This is not a question that gets asked enough. Engaging with policy is often understood as an expected requirement of funding obligations, therefore “How to engage with policy” has taken precedence over the question of “why engage with policy.”
Yet, engaging with policy is so much more than just complying with the research framework requirements of today. At its core, engaging with policy is a pillar to any democracy, a sort of social contract or responsibility to ensure that we the people are governed effectively and efficiently. If we think about good governance, we can link it to bringing together a wider plurality of voices, or a plurality of stakeholders, to the decision-making process, and also to policy implementation. It’s about working alongside each other and encouraging participation in innovative ways, to drive a culture of engaging with policy making in all of its various stages.
Navigating through the complex landscape of policy production can often be discouraging.
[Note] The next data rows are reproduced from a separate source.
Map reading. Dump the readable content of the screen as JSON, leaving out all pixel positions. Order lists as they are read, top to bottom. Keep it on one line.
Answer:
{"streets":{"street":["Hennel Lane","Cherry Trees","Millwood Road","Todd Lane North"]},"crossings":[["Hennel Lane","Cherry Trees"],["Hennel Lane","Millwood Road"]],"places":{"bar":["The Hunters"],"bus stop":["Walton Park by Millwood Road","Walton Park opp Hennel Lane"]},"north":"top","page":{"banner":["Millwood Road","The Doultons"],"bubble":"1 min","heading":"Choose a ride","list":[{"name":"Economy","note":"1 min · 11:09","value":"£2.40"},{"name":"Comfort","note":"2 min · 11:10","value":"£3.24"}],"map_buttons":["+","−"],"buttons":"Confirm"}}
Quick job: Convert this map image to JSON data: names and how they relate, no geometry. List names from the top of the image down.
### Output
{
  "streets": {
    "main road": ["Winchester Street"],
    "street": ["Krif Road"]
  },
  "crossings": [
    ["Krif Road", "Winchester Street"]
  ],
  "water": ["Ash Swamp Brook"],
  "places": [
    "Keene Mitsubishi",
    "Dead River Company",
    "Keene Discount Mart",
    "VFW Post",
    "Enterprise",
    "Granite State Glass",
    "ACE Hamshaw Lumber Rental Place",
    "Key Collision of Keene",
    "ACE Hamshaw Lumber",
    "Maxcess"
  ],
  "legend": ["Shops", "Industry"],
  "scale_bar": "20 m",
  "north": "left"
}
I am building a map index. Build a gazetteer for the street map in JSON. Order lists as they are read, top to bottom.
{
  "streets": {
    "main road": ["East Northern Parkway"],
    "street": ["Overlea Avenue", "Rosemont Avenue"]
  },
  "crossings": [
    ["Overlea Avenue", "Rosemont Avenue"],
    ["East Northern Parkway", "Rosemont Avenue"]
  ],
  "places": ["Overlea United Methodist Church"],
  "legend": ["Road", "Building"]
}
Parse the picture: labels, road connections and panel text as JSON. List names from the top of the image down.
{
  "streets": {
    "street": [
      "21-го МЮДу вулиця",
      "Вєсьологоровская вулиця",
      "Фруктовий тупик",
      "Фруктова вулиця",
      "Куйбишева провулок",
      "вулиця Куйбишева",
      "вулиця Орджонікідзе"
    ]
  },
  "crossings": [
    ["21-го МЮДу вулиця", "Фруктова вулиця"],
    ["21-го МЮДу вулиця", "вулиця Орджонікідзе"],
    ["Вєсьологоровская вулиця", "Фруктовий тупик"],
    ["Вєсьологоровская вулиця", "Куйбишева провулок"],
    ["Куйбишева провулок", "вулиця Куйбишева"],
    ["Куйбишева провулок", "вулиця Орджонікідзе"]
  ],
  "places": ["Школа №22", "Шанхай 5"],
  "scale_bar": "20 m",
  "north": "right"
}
As a researcher, it is difficult to keep on top of emerging issues, spot released calls for evidence or consultations, translate complex research into chewable catch-phrases, or even find in government the stakeholders who would welcome a researcher’s work. But researchers can influence the development of policy through robust evidence-based research.
At “Heritage and Policy”, a workshop I am co-convening with Praxis at the University of Leeds on 6 December 2019, the “why” of policy engagement will be discussed alongside the “how to.” The workshop aims to support Global Challenge Research Fund projects to apply their research findings to the development of UK policy, enabling better and more informed governance.
This is just one of a series of activities which aims to address some of the obstacles researchers find during their push for more involvement with government departments, and provides some useful tips and insights into how to think about your work and the interfaces its impact may have with other sectors.